■ Task item: Reproduce the entries below in full and without error.

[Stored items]
_ _ _ _
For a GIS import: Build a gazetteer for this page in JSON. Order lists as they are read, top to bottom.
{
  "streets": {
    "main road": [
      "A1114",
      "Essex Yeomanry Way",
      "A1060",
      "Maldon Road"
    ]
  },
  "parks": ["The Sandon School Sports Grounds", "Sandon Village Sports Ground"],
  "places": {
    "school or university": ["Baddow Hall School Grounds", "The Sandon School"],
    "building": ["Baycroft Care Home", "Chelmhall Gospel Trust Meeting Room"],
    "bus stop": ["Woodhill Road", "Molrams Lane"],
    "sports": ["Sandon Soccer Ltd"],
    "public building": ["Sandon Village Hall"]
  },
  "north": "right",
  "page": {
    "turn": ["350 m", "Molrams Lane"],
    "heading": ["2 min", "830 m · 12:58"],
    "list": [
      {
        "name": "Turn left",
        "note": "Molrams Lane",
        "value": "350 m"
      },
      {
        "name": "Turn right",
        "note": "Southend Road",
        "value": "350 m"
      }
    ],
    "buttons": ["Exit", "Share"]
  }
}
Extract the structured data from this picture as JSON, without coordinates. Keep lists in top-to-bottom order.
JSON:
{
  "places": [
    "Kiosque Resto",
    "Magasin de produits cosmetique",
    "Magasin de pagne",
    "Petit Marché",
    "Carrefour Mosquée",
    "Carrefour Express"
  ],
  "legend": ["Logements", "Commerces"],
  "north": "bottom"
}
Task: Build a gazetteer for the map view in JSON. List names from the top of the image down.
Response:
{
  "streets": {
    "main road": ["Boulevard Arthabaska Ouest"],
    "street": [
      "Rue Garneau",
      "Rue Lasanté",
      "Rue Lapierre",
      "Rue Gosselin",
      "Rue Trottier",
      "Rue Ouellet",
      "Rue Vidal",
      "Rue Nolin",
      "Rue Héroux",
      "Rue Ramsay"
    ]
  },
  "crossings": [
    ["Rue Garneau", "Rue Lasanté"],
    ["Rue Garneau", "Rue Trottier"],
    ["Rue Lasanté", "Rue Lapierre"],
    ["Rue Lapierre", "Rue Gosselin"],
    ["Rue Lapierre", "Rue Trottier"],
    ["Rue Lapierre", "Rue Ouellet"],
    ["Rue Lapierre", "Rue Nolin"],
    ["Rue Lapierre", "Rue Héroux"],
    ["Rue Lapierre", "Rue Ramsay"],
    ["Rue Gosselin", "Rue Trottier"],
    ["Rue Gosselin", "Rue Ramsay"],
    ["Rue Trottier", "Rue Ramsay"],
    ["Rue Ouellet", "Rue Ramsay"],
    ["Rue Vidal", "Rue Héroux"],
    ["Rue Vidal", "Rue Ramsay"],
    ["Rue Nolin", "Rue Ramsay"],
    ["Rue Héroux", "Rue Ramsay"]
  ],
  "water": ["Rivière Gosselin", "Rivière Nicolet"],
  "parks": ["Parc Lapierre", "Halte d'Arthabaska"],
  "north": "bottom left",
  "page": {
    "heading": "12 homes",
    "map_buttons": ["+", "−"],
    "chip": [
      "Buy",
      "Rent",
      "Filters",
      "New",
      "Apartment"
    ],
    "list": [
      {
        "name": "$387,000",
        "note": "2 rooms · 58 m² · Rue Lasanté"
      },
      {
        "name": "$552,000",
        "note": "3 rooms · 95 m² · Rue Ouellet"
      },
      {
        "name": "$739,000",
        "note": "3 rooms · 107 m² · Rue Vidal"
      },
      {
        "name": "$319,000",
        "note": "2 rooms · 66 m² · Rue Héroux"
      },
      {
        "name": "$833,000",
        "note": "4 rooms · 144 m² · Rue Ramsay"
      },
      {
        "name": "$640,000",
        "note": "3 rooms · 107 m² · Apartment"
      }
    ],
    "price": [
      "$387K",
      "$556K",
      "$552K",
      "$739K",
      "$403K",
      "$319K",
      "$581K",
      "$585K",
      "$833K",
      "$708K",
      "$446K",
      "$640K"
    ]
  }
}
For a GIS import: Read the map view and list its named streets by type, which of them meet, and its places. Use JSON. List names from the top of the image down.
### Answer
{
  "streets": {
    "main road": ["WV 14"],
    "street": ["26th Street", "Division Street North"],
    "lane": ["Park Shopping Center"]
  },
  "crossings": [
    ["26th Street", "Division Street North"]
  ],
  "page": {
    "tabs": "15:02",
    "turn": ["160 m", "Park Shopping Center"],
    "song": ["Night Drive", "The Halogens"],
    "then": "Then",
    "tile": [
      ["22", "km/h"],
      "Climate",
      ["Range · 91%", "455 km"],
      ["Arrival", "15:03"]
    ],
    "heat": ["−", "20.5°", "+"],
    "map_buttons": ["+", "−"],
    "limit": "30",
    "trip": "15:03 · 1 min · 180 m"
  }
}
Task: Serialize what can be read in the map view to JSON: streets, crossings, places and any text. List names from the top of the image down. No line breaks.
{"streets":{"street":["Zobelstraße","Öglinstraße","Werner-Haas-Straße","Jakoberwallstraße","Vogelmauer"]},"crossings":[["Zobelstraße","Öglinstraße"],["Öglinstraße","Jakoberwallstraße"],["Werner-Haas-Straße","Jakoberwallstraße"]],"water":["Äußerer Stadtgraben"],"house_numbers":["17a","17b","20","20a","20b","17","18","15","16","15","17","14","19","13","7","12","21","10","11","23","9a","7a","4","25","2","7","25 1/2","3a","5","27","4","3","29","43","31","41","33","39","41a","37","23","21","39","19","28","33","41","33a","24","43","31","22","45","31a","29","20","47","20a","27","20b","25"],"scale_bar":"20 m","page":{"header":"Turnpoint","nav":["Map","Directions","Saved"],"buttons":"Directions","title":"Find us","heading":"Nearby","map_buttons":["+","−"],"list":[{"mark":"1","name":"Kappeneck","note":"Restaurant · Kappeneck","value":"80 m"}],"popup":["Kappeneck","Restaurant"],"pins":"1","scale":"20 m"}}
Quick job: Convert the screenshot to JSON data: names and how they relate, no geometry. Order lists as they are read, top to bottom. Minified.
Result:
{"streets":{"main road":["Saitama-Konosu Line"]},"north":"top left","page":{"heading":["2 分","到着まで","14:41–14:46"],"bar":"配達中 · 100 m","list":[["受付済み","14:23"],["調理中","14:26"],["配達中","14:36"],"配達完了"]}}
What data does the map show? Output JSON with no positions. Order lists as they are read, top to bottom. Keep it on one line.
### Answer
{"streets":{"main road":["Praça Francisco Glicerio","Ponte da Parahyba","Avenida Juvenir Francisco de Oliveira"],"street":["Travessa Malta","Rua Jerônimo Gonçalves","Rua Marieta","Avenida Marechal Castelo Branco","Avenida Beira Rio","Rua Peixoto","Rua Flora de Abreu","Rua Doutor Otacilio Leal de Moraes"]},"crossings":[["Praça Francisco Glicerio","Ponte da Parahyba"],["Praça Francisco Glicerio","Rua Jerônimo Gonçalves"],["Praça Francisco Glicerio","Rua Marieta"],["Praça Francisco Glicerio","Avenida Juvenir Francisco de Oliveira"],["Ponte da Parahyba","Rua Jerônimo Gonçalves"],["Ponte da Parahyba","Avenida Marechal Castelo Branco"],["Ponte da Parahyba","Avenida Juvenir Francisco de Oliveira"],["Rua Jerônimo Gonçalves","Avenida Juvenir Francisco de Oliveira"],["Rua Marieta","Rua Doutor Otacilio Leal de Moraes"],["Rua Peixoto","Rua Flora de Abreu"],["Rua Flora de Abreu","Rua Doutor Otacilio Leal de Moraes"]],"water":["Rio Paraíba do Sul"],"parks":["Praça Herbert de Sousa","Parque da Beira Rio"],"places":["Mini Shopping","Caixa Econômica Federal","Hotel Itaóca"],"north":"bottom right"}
_ _ _ _
■ Result:
For a GIS import: Build a gazetteer for this page in JSON. Order lists as they are read, top to bottom.
{
  "streets": {
    "main road": [
      "A1114",
      "Essex Yeomanry Way",
      "A1060",
      "Maldon Road"
    ]
  },
  "parks": ["The Sandon School Sports Grounds", "Sandon Village Sports Ground"],
  "places": {
    "school or university": ["Baddow Hall School Grounds", "The Sandon School"],
    "building": ["Baycroft Care Home", "Chelmhall Gospel Trust Meeting Room"],
    "bus stop": ["Woodhill Road", "Molrams Lane"],
    "sports": ["Sandon Soccer Ltd"],
    "public building": ["Sandon Village Hall"]
  },
  "north": "right",
  "page": {
    "turn": ["350 m", "Molrams Lane"],
    "heading": ["2 min", "830 m · 12:58"],
    "list": [
      {
        "name": "Turn left",
        "note": "Molrams Lane",
        "value": "350 m"
      },
      {
        "name": "Turn right",
        "note": "Southend Road",
        "value": "350 m"
      }
    ],
    "buttons": ["Exit", "Share"]
  }
}
Extract the structured data from this picture as JSON, without coordinates. Keep lists in top-to-bottom order.
JSON:
{
  "places": [
    "Kiosque Resto",
    "Magasin de produits cosmetique",
    "Magasin de pagne",
    "Petit Marché",
    "Carrefour Mosquée",
    "Carrefour Express"
  ],
  "legend": ["Logements", "Commerces"],
  "north": "bottom"
}
Task: Build a gazetteer for the map view in JSON. List names from the top of the image down.
Response:
{
  "streets": {
    "main road": ["Boulevard Arthabaska Ouest"],
    "street": [
      "Rue Garneau",
      "Rue Lasanté",
      "Rue Lapierre",
      "Rue Gosselin",
      "Rue Trottier",
      "Rue Ouellet",
      "Rue Vidal",
      "Rue Nolin",
      "Rue Héroux",
      "Rue Ramsay"
    ]
  },
  "crossings": [
    ["Rue Garneau", "Rue Lasanté"],
    ["Rue Garneau", "Rue Trottier"],
    ["Rue Lasanté", "Rue Lapierre"],
    ["Rue Lapierre", "Rue Gosselin"],
    ["Rue Lapierre", "Rue Trottier"],
    ["Rue Lapierre", "Rue Ouellet"],
    ["Rue Lapierre", "Rue Nolin"],
    ["Rue Lapierre", "Rue Héroux"],
    ["Rue Lapierre", "Rue Ramsay"],
    ["Rue Gosselin", "Rue Trottier"],
    ["Rue Gosselin", "Rue Ramsay"],
    ["Rue Trottier", "Rue Ramsay"],
    ["Rue Ouellet", "Rue Ramsay"],
    ["Rue Vidal", "Rue Héroux"],
    ["Rue Vidal", "Rue Ramsay"],
    ["Rue Nolin", "Rue Ramsay"],
    ["Rue Héroux", "Rue Ramsay"]
  ],
  "water": ["Rivière Gosselin", "Rivière Nicolet"],
  "parks": ["Parc Lapierre", "Halte d'Arthabaska"],
  "north": "bottom left",
  "page": {
    "heading": "12 homes",
    "map_buttons": ["+", "−"],
    "chip": [
      "Buy",
      "Rent",
      "Filters",
      "New",
      "Apartment"
    ],
    "list": [
      {
        "name": "$387,000",
        "note": "2 rooms · 58 m² · Rue Lasanté"
      },
      {
        "name": "$552,000",
        "note": "3 rooms · 95 m² · Rue Ouellet"
      },
      {
        "name": "$739,000",
        "note": "3 rooms · 107 m² · Rue Vidal"
      },
      {
        "name": "$319,000",
        "note": "2 rooms · 66 m² · Rue Héroux"
      },
      {
        "name": "$833,000",
        "note": "4 rooms · 144 m² · Rue Ramsay"
      },
      {
        "name": "$640,000",
        "note": "3 rooms · 107 m² · Apartment"
      }
    ],
    "price": [
      "$387K",
      "$556K",
      "$552K",
      "$739K",
      "$403K",
      "$319K",
      "$581K",
      "$585K",
      "$833K",
      "$708K",
      "$446K",
      "$640K"
    ]
  }
}
For a GIS import: Read the map view and list its named streets by type, which of them meet, and its places. Use JSON. List names from the top of the image down.
### Answer
{
  "streets": {
    "main road": ["WV 14"],
    "street": ["26th Street", "Division Street North"],
    "lane": ["Park Shopping Center"]
  },
  "crossings": [
    ["26th Street", "Division Street North"]
  ],
  "page": {
    "tabs": "15:02",
    "turn": ["160 m", "Park Shopping Center"],
    "song": ["Night Drive", "The Halogens"],
    "then": "Then",
    "tile": [
      ["22", "km/h"],
      "Climate",
      ["Range · 91%", "455 km"],
      ["Arrival", "15:03"]
    ],
    "heat": ["−", "20.5°", "+"],
    "map_buttons": ["+", "−"],
    "limit": "30",
    "trip": "15:03 · 1 min · 180 m"
  }
}
Task: Serialize what can be read in the map view to JSON: streets, crossings, places and any text. List names from the top of the image down. No line breaks.
{"streets":{"street":["Zobelstraße","Öglinstraße","Werner-Haas-Straße","Jakoberwallstraße","Vogelmauer"]},"crossings":[["Zobelstraße","Öglinstraße"],["Öglinstraße","Jakoberwallstraße"],["Werner-Haas-Straße","Jakoberwallstraße"]],"water":["Äußerer Stadtgraben"],"house_numbers":["17a","17b","20","20a","20b","17","18","15","16","15","17","14","19","13","7","12","21","10","11","23","9a","7a","4","25","2","7","25 1/2","3a","5","27","4","3","29","43","31","41","33","39","41a","37","23","21","39","19","28","33","41","33a","24","43","31","22","45","31a","29","20","47","20a","27","20b","25"],"scale_bar":"20 m","page":{"header":"Turnpoint","nav":["Map","Directions","Saved"],"buttons":"Directions","title":"Find us","heading":"Nearby","map_buttons":["+","−"],"list":[{"mark":"1","name":"Kappeneck","note":"Restaurant · Kappeneck","value":"80 m"}],"popup":["Kappeneck","Restaurant"],"pins":"1","scale":"20 m"}}
Quick job: Convert the screenshot to JSON data: names and how they relate, no geometry. Order lists as they are read, top to bottom. Minified.
Result:
{"streets":{"main road":["Saitama-Konosu Line"]},"north":"top left","page":{"heading":["2 分","到着まで","14:41–14:46"],"bar":"配達中 · 100 m","list":[["受付済み","14:23"],["調理中","14:26"],["配達中","14:36"],"配達完了"]}}
What data does the map show? Output JSON with no positions. Order lists as they are read, top to bottom. Keep it on one line.
### Answer
{"streets":{"main road":["Praça Francisco Glicerio","Ponte da Parahyba","Avenida Juvenir Francisco de Oliveira"],"street":["Travessa Malta","Rua Jerônimo Gonçalves","Rua Marieta","Avenida Marechal Castelo Branco","Avenida Beira Rio","Rua Peixoto","Rua Flora de Abreu","Rua Doutor Otacilio Leal de Moraes"]},"crossings":[["Praça Francisco Glicerio","Ponte da Parahyba"],["Praça Francisco Glicerio","Rua Jerônimo Gonçalves"],["Praça Francisco Glicerio","Rua Marieta"],["Praça Francisco Glicerio","Avenida Juvenir Francisco de Oliveira"],["Ponte da Parahyba","Rua Jerônimo Gonçalves"],["Ponte da Parahyba","Avenida Marechal Castelo Branco"],["Ponte da Parahyba","Avenida Juvenir Francisco de Oliveira"],["Rua Jerônimo Gonçalves","Avenida Juvenir Francisco de Oliveira"],["Rua Marieta","Rua Doutor Otacilio Leal de Moraes"],["Rua Peixoto","Rua Flora de Abreu"],["Rua Flora de Abreu","Rua Doutor Otacilio Leal de Moraes"]],"water":["Rio Paraíba do Sul"],"parks":["Praça Herbert de Sousa","Parque da Beira Rio"],"places":["Mini Shopping","Caixa Econômica Federal","Hotel Itaóca"],"north":"bottom right"}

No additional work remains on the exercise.